** Opening SOURCE MATERIAL block **

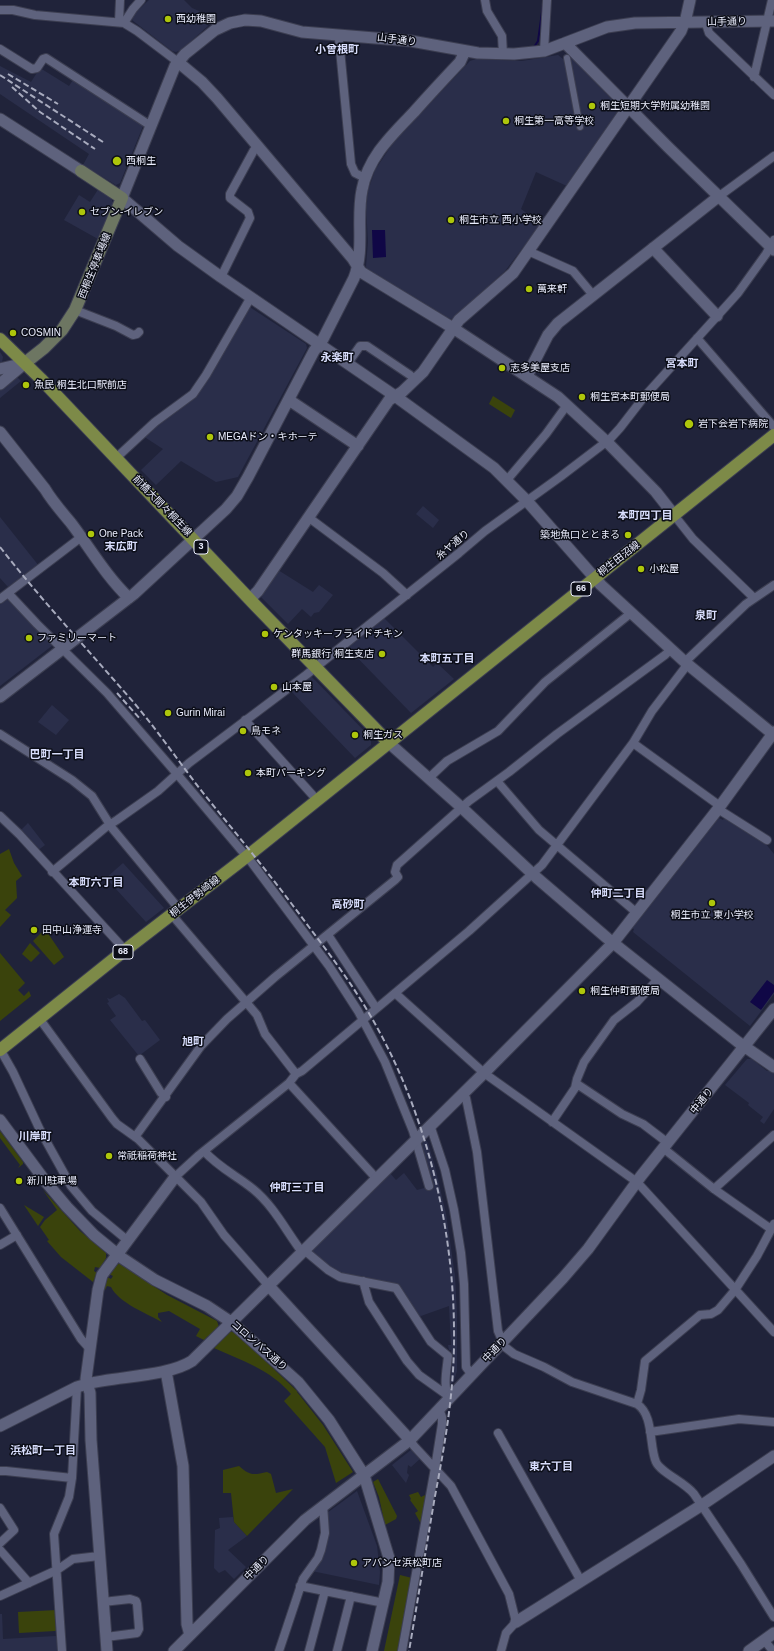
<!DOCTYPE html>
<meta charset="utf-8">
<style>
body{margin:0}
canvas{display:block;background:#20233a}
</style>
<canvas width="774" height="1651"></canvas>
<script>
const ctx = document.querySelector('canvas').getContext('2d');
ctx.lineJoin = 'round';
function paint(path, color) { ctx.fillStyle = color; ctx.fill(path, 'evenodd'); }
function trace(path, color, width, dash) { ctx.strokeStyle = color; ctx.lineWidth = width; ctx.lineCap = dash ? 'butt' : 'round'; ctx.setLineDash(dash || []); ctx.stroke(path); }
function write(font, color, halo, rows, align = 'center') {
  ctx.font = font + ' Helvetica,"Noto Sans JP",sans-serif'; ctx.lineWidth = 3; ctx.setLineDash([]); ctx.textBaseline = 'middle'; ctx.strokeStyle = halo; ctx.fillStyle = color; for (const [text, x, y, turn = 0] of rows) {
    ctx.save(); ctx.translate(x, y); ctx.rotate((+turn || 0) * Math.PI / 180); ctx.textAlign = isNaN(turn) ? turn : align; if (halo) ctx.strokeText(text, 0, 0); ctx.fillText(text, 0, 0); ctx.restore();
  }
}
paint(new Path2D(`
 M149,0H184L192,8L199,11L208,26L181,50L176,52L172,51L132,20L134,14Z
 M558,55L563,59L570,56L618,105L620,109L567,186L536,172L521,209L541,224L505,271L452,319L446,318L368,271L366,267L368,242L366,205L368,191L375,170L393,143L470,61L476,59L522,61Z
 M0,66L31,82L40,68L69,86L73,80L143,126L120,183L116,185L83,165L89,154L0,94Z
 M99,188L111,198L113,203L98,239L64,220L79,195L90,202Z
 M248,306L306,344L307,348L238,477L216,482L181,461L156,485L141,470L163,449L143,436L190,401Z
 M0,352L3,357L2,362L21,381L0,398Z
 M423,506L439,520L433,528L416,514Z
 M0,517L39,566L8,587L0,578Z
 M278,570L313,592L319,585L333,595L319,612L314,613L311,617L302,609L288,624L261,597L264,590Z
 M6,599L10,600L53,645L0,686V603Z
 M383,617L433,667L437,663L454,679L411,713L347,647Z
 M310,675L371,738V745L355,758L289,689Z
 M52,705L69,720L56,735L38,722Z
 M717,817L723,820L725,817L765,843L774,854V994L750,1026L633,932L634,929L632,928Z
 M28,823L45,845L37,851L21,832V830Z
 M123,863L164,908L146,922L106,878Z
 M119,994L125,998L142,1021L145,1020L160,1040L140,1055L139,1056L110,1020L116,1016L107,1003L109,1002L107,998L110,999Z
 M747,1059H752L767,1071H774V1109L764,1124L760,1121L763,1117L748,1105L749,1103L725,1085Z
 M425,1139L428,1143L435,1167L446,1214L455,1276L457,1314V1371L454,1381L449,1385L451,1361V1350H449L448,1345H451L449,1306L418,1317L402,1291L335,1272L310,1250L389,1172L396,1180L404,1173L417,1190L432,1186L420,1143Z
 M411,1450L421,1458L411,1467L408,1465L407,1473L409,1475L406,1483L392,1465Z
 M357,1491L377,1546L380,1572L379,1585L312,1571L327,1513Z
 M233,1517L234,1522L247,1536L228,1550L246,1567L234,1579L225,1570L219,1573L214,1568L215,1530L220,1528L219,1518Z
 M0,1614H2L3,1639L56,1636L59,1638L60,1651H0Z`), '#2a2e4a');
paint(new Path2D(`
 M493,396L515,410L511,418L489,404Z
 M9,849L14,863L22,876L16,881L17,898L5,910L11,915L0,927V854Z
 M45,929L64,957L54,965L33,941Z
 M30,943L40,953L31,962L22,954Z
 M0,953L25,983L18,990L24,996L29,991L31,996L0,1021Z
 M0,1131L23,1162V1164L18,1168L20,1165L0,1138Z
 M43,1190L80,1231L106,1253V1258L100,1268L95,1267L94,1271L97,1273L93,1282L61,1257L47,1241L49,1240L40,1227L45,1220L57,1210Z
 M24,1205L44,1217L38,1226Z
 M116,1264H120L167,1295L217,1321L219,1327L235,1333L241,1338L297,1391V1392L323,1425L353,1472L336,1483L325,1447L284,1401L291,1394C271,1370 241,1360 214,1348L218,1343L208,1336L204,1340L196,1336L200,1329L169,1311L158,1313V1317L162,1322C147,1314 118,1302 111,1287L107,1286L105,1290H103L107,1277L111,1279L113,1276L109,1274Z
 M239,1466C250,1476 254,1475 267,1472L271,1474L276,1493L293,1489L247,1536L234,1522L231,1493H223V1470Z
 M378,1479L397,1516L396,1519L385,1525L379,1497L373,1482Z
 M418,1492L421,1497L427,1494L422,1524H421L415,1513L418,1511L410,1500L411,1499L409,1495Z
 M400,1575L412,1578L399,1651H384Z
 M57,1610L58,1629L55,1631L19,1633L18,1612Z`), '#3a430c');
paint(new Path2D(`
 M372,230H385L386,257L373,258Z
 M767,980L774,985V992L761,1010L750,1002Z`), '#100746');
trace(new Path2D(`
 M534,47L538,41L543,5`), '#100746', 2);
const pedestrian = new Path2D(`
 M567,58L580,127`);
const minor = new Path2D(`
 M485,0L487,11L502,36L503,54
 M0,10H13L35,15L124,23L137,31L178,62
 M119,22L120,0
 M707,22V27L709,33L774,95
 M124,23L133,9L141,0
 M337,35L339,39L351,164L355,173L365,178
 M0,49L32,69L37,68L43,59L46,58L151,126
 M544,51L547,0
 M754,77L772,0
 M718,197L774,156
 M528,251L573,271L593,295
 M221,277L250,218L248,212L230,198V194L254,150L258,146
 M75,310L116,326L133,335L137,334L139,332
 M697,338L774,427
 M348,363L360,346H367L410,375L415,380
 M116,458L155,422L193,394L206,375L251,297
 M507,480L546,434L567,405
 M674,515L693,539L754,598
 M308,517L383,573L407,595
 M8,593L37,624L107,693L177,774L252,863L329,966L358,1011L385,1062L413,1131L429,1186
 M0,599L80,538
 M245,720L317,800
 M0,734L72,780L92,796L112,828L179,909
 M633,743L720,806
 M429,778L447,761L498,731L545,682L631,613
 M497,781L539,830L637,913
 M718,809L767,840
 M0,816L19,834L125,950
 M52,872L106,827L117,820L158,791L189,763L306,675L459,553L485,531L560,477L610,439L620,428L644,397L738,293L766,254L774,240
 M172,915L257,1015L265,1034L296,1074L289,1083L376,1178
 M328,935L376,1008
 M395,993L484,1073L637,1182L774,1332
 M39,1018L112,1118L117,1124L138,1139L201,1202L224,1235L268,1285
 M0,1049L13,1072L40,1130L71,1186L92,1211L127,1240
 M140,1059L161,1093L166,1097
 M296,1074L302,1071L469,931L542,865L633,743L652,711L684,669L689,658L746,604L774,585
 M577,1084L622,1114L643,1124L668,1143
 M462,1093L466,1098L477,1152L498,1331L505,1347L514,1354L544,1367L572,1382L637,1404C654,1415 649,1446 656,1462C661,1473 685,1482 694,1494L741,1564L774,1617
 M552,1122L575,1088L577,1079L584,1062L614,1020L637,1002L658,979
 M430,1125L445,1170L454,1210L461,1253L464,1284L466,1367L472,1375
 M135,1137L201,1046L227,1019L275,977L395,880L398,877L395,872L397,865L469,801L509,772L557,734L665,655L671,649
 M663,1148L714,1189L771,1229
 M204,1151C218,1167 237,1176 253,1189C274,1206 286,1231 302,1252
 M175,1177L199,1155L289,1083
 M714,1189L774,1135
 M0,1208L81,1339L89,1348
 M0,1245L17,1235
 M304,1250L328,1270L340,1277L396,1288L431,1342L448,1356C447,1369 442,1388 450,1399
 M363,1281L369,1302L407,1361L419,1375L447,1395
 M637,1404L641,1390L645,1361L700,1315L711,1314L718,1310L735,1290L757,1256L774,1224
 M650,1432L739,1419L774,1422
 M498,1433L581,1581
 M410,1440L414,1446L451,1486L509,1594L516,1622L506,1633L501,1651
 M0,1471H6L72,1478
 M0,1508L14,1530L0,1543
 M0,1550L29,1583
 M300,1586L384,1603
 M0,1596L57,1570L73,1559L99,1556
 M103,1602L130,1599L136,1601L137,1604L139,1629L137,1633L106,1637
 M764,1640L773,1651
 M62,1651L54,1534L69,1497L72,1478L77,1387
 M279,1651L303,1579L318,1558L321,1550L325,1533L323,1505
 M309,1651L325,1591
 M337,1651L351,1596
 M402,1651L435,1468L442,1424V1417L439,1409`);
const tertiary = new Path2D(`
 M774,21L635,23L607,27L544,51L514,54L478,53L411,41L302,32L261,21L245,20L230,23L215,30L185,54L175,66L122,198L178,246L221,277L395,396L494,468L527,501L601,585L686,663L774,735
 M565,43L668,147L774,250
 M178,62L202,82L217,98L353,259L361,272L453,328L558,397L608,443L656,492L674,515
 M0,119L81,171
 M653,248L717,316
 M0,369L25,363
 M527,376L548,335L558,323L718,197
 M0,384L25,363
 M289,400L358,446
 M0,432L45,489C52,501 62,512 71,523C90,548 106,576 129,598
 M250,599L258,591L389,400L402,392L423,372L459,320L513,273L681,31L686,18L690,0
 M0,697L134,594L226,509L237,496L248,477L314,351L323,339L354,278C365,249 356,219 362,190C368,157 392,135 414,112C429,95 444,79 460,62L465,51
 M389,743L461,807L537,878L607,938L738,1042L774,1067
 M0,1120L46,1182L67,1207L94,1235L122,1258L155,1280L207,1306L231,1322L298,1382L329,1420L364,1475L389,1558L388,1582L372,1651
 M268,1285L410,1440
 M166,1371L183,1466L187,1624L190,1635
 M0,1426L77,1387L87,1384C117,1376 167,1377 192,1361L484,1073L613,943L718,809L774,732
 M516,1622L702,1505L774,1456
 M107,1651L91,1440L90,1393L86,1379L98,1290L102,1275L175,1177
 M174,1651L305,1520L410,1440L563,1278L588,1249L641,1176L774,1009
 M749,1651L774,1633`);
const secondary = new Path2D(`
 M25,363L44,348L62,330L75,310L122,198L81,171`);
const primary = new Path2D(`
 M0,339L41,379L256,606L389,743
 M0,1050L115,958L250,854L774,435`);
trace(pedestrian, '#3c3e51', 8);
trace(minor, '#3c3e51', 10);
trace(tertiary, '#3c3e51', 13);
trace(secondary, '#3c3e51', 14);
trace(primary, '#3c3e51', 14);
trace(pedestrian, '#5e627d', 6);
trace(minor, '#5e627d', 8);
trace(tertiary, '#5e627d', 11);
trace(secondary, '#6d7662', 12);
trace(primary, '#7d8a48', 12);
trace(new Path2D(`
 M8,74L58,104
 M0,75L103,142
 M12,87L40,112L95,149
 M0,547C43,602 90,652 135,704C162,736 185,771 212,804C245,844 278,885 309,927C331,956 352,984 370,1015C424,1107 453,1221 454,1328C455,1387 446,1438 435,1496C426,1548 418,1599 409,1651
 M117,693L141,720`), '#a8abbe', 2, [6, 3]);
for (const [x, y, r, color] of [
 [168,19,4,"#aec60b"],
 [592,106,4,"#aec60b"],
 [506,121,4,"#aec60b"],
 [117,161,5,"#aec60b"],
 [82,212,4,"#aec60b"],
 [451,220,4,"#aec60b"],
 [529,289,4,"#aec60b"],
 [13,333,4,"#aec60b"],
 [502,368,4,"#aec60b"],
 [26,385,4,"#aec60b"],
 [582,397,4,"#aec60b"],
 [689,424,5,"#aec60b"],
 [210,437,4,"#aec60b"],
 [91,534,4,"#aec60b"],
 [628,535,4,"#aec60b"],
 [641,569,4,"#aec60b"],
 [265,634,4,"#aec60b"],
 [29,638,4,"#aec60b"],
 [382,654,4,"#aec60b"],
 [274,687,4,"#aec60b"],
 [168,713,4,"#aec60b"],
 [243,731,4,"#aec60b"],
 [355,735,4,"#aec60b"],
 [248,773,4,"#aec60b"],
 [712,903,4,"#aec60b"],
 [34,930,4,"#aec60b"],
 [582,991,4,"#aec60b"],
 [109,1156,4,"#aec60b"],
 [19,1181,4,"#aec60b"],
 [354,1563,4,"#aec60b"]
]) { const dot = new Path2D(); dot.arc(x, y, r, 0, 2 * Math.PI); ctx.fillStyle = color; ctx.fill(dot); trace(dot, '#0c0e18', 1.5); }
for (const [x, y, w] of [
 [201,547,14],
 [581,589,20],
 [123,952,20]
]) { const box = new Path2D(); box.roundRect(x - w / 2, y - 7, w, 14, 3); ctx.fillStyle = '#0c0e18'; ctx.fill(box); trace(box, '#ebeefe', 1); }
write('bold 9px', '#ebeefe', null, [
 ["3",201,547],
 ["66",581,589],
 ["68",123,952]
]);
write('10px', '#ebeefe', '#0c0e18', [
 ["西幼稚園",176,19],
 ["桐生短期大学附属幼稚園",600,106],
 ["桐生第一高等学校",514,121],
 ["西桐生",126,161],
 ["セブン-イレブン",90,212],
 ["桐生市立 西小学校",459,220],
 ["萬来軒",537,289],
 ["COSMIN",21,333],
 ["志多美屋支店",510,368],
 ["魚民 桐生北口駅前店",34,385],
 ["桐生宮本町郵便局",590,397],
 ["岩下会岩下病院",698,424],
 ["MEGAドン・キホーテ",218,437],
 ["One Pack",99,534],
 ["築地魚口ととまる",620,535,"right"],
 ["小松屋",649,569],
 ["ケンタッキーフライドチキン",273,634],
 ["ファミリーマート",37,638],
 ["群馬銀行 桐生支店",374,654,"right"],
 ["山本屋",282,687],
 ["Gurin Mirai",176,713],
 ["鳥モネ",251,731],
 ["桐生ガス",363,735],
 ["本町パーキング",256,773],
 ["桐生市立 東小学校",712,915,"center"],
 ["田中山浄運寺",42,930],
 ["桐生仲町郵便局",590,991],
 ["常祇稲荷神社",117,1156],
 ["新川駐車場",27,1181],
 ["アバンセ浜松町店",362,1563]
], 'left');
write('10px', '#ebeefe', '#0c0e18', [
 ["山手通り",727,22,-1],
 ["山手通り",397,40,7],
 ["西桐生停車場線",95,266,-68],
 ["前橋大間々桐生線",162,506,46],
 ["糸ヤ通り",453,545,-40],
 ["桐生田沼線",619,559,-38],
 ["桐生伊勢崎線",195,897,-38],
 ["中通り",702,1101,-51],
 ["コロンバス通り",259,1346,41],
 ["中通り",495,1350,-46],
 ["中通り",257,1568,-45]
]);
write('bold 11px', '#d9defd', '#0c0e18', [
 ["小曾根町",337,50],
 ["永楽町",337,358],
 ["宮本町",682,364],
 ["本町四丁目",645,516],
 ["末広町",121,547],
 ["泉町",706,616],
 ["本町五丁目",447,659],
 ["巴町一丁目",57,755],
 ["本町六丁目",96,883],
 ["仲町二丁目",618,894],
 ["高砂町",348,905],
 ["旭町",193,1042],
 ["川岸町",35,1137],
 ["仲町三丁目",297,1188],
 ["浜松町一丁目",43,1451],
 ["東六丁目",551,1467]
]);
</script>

** Closing SOURCE MATERIAL block **
** Opening SOURCE MATERIAL block **

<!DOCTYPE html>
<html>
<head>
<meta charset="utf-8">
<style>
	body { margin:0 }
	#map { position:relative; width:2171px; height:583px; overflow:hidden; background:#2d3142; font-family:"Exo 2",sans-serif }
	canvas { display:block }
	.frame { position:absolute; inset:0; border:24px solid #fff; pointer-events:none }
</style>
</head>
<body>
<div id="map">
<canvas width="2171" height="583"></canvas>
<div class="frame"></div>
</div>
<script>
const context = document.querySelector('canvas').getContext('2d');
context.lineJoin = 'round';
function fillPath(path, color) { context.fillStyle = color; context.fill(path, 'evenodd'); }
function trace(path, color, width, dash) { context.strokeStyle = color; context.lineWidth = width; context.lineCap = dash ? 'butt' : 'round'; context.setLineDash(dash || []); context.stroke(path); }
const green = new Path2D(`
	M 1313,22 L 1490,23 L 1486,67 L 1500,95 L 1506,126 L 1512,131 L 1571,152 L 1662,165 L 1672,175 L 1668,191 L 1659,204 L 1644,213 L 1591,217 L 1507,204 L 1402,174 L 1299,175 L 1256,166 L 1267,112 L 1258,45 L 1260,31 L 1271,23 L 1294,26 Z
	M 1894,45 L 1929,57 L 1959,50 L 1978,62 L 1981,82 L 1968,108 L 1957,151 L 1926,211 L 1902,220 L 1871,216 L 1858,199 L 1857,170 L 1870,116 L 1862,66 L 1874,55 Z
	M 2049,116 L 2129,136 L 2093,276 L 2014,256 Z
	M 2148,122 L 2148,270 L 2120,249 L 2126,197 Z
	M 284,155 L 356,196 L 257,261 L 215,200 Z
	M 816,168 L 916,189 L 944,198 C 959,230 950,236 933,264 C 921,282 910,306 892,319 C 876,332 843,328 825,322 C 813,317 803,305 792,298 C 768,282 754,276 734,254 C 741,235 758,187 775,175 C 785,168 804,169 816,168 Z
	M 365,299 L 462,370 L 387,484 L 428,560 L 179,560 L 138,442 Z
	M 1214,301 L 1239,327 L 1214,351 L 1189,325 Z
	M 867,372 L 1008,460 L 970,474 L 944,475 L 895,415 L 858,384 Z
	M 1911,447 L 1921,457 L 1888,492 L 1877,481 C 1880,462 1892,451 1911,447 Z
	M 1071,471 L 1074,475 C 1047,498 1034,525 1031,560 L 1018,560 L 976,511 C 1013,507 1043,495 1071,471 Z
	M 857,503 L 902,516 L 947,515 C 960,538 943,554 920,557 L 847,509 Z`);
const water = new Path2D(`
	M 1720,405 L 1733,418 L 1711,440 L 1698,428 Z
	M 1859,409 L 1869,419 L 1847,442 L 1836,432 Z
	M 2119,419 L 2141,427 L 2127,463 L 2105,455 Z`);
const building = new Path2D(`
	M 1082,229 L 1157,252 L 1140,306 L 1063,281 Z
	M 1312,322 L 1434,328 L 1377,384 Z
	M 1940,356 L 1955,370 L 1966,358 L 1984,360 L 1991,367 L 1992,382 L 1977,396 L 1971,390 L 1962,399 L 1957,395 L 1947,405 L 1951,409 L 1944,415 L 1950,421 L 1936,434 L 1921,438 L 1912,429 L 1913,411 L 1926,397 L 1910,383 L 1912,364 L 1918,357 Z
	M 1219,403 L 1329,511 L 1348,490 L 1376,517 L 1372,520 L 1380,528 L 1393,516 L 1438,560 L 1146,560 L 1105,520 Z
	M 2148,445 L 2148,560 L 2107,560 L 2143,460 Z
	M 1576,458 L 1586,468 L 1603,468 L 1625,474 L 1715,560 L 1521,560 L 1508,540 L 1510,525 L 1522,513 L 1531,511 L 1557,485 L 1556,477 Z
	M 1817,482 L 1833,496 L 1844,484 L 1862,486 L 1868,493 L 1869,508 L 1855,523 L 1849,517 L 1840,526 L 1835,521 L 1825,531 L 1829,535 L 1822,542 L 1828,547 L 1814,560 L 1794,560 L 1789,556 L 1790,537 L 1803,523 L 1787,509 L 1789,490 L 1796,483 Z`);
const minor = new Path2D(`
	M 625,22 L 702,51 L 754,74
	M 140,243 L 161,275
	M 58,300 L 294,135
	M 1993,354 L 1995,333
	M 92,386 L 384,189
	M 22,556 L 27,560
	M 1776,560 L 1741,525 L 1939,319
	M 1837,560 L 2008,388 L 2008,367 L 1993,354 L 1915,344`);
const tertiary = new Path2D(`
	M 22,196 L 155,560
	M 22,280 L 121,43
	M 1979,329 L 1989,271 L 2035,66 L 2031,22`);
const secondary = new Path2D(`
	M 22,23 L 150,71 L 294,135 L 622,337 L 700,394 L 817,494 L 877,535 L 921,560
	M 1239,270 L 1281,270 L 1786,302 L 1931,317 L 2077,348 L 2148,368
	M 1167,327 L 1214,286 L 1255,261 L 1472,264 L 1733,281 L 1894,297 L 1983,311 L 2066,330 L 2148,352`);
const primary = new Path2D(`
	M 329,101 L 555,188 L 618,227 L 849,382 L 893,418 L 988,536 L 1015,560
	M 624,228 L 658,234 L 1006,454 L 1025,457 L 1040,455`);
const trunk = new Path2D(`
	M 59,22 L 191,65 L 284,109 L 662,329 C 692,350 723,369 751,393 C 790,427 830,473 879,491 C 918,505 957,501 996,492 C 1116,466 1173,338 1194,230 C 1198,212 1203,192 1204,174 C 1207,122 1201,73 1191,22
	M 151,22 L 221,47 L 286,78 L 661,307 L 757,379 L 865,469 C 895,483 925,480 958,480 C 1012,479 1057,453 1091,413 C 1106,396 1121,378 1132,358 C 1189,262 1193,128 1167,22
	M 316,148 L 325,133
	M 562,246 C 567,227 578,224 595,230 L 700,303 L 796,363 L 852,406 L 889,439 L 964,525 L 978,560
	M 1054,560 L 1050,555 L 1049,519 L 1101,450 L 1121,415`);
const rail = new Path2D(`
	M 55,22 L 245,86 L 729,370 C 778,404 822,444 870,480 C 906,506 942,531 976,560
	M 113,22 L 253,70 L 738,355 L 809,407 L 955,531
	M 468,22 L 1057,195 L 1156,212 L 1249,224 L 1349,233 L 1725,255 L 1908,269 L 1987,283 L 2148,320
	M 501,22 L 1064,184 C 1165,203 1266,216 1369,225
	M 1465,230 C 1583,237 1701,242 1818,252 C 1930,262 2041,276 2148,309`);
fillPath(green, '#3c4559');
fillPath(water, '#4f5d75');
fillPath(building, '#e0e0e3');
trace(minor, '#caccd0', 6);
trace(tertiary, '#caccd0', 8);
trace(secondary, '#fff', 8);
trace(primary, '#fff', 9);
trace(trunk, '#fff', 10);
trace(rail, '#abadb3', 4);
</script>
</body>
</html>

** Closing SOURCE MATERIAL block **

Number of lines with the string "document" in them: give it by itself, based on the listing above.

### [WRITTEN REPLY]
2